--- DATA PROVIDED Enclosed Below ---

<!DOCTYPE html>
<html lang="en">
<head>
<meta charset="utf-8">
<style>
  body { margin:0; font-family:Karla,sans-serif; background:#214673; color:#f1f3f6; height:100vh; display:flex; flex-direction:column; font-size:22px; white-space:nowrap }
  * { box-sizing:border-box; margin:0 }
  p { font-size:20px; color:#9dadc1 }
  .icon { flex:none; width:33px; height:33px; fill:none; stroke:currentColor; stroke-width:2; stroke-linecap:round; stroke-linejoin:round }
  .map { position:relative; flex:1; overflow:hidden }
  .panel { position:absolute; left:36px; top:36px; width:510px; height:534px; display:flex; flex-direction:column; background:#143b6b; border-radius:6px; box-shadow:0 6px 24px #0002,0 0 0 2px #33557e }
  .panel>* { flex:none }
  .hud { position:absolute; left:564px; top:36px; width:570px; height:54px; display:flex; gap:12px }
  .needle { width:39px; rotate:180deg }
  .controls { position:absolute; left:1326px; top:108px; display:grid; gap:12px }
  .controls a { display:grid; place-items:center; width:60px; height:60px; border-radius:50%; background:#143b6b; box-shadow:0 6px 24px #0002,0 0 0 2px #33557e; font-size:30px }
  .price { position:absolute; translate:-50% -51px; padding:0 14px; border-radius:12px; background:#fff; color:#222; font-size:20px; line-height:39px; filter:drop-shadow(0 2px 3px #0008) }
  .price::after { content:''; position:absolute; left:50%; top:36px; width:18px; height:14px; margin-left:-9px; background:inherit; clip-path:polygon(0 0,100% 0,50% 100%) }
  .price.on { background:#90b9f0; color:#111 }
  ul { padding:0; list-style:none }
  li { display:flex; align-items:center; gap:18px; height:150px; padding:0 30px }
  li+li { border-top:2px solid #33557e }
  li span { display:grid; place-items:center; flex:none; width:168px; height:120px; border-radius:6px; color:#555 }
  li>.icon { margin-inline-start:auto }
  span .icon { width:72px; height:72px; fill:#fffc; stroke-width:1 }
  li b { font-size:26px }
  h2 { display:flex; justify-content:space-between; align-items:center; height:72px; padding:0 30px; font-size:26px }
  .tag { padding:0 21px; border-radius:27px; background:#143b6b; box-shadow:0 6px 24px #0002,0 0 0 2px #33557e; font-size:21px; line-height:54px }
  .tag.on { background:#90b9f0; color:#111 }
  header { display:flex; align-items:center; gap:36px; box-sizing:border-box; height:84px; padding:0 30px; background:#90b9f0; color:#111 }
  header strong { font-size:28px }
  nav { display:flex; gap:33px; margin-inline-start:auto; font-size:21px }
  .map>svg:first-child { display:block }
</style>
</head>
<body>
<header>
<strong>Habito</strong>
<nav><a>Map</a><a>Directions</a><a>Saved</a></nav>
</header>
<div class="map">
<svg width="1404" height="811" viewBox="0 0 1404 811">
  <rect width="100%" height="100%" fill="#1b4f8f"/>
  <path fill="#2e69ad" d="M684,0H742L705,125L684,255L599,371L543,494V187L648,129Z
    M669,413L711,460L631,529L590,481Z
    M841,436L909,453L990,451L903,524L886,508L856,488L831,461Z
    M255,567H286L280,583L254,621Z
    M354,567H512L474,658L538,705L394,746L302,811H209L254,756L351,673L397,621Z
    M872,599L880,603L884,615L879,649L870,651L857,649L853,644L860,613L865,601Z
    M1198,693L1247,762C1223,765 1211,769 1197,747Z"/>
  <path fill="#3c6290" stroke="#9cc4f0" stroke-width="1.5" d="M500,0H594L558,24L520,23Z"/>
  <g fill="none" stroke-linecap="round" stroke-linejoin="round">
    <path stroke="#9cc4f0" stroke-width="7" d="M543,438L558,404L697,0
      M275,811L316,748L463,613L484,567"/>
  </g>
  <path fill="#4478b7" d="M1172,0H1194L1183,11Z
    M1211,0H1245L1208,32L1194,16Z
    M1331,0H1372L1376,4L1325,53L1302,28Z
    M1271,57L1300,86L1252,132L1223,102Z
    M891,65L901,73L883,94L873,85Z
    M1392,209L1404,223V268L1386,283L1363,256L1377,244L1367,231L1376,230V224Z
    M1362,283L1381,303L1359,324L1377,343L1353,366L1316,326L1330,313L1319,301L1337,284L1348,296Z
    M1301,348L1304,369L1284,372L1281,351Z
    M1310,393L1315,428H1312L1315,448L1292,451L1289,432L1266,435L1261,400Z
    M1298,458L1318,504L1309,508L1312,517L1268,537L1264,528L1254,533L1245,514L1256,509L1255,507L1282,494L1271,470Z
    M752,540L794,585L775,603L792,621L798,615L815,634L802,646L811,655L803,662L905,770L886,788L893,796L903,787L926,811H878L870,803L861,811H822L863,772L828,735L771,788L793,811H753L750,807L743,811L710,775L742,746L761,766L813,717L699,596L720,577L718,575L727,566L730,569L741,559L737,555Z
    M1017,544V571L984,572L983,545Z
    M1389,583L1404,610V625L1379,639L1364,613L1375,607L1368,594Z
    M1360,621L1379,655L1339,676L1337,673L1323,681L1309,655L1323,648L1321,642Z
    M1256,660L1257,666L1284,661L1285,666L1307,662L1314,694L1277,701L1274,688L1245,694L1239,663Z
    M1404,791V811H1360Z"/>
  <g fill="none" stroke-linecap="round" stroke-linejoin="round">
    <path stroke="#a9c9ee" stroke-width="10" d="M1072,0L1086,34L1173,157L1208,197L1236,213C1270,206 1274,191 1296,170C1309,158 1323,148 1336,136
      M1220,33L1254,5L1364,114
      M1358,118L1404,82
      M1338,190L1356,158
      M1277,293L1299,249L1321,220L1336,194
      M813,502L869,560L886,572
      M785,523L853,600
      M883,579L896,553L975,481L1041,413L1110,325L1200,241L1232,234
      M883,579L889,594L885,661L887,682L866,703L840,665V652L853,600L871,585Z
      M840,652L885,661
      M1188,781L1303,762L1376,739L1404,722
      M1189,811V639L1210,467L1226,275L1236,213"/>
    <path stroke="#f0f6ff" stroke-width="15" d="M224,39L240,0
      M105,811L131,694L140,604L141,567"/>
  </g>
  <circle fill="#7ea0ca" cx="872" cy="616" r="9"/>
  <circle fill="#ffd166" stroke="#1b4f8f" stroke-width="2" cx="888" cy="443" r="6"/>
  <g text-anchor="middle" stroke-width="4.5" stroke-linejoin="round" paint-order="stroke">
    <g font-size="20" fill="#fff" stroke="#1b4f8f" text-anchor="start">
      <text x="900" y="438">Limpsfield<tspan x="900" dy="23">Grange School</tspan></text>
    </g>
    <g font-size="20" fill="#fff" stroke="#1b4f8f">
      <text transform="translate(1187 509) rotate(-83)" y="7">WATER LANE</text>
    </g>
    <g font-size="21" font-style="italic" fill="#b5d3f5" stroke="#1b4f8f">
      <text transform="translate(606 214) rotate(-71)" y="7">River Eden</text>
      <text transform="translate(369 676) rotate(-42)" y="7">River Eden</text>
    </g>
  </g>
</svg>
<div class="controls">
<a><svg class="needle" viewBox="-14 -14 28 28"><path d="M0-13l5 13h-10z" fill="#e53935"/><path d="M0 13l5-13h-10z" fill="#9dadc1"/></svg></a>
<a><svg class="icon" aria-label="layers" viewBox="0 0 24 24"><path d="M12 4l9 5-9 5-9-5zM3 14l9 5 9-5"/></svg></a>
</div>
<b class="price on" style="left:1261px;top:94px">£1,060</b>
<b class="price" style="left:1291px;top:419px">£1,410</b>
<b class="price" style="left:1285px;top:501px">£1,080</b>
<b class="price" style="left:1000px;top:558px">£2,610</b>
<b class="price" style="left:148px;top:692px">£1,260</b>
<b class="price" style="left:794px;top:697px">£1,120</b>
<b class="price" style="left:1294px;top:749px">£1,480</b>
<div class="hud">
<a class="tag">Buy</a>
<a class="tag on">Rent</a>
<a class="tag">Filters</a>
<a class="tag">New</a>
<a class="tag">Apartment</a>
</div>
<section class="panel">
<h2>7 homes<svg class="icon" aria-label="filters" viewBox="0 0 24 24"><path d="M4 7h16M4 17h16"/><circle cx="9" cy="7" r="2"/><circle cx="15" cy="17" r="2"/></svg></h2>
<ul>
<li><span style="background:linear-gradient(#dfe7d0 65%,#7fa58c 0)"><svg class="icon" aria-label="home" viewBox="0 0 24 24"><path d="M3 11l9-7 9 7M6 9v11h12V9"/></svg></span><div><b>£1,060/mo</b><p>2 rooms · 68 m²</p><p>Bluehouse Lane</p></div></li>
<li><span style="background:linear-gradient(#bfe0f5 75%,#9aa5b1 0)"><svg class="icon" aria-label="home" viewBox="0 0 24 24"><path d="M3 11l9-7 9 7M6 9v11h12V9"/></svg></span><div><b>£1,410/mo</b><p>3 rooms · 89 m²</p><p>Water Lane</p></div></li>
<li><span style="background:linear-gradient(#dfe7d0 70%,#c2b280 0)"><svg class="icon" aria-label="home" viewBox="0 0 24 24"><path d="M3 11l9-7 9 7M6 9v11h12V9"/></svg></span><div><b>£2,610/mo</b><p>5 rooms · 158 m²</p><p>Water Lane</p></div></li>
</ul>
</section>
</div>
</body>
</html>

--- End of Enclosed DATA PROVIDED ---

- **WHAT THE TASK ASKS**:
Please copy the lines in the records above between the one holding "position:absolute; translate:-50% -51px;" and the one holding "display:flex; align-items:center; gap:18px;", inclusive, exactly and with no other line.

- **PROBLEM SOLUTION**:
  .price { position:absolute; translate:-50% -51px; padding:0 14px; border-radius:12px; background:#fff; color:#222; font-size:20px; line-height:39px; filter:drop-shadow(0 2px 3px #0008) }
  .price::after { content:''; position:absolute; left:50%; top:36px; width:18px; height:14px; margin-left:-9px; background:inherit; clip-path:polygon(0 0,100% 0,50% 100%) }
  .price.on { background:#90b9f0; color:#111 }
  ul { padding:0; list-style:none }
  li { display:flex; align-items:center; gap:18px; height:150px; padding:0 30px }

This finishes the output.